Add Rep. Charles Boustany, R-La., to the list of potential challengers to Democratic Sen. Mary Landrieu in 2014.
Boustany's campaign declined to say whether the congressman is actively looking at the race, but noted that "many local officials and community leaders approached Congressman Boustany to voice their support for a Boustany Senate candidacy" during recent Mardi Gras events in Washington. According to a campaign spokesman Neal Patel, "The Congressman is committed to providing conservative leadership and getting real results for South Louisiana."
"With supporters from New Orleans to Baton Rouge to Shreveport to South Louisiana, Congressman Boustany continues to reflect on his substantial 22 point victory just two months ago," Patel said, in an e-mail.
That's a clear reference to former Rep. Jeff Landry, R-La., who has also been mentioned for the seat. Boustany beat Landry decisively in a member-vs.-member runoff last December after the two were drawn into the same district; the Pelican State lost a seat following reapportionment. That campaign left Landry with little money and a few burned bridges with state Republicans, giving some pause as to whether he could mount a serious challenge to Landrieu.
Other Republicans with their eyes on Landrieu's seat include Reps. John Fleming and Bill Cassidy. Cassidy's campaign said he was "honored" by the support he's receiving from Louisianans. Cassidy recently traveled outside of his own congressional district to give speeches in conservative Metarie and Slidell, prompting speculation that he may pursue a bid.

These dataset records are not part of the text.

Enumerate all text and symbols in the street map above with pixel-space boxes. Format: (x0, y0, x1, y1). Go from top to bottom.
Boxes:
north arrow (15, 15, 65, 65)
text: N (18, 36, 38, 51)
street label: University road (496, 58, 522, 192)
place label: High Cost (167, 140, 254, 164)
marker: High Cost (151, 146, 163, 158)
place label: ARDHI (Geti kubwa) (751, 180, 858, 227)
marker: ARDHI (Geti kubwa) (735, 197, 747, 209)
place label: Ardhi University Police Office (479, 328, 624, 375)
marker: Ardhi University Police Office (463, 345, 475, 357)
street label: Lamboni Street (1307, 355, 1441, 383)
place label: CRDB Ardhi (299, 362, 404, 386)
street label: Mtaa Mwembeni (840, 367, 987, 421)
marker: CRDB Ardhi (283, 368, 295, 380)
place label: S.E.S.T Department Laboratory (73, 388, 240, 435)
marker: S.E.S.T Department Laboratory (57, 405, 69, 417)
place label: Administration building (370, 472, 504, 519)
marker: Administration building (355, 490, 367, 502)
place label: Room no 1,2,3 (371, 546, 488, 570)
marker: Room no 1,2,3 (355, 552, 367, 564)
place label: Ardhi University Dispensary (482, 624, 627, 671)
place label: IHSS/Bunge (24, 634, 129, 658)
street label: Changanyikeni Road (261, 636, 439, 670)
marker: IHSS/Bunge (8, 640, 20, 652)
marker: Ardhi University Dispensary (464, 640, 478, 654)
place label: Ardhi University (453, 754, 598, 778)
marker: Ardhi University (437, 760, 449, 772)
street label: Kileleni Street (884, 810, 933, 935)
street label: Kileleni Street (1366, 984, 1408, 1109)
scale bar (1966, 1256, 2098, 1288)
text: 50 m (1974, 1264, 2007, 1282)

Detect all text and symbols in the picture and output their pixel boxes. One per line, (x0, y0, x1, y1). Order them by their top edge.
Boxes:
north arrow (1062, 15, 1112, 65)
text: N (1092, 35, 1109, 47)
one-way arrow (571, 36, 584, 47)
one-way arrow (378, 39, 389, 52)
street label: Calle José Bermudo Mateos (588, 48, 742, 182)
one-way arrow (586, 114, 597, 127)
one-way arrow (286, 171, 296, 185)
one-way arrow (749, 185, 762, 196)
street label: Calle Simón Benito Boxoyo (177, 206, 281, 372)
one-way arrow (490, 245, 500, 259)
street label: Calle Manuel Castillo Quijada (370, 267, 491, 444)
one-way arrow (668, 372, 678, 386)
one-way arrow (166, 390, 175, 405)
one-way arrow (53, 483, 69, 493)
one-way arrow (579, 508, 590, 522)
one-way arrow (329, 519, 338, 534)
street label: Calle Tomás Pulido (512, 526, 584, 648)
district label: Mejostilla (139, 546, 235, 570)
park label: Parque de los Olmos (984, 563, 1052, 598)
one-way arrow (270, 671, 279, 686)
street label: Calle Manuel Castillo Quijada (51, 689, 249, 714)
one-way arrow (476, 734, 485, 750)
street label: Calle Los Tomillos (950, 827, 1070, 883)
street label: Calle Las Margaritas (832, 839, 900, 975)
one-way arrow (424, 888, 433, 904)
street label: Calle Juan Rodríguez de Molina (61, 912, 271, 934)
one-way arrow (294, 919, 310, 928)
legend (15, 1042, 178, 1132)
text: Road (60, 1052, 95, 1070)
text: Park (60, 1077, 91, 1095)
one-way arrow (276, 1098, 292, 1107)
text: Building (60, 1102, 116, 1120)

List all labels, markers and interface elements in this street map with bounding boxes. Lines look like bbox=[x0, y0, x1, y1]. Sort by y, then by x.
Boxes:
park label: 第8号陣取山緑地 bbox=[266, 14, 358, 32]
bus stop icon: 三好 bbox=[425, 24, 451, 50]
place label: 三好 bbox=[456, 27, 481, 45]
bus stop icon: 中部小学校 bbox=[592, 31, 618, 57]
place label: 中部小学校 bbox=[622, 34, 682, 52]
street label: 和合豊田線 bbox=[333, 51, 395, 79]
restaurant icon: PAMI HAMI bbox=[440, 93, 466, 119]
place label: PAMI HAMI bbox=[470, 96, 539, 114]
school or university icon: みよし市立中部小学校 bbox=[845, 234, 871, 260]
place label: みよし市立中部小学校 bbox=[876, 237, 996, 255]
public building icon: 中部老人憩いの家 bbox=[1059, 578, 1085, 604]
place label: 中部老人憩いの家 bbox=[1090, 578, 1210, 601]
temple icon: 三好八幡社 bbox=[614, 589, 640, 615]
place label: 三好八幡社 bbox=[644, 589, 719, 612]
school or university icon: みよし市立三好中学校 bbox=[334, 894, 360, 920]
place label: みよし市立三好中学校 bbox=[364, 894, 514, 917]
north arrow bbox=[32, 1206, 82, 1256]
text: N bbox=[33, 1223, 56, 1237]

Cassidy had a whopping $2.03 million on hand at the end of December, according to documents filed with the Federal Election Commission, putting him within range of Landrieu, who reported $2.53 million. Boustany, meanwhile, had just over $190,000, while Fleming reported about $481,000 in the bank.
"The fact that these conversations are happening so early in the cycle shows a deep level of discontent with President Obama and Senate Democrats," Cassidy campaign spokesman John Cummins said, in an email.
Republican Rep. Steve Scalise has also been mentioned as a possible contender but is keeping mum on his intentions. "He is focused on his current job of representing Louisiana’s First Congressional District and is honored to be the Chairman of the Republican Study Committee," Scalise's communications director, Stephen Bell, said in an email.
Republican Gov. Bobby Jindal was floated for the seat early on, but his office confirmed to On Call that he has definitely taken a pass on the race. Jindal is prevented from running for another term as governor in 2015 and is thought to have his eye on a presidential bid.
Landrieu is vulnerable moving into 2014. She has never topped 52 percent since being elected to the Senate and is currently the only statewide-elected Democrat in Louisiana. Additionally, Landrieu has taken some unpopular votes since her 2008 reelection, including voting in favor of the Affordable Care Act. Without Obama at the top of the ticket this time around to help bring Democrats to the polls, Republicans have their eyes on her seat.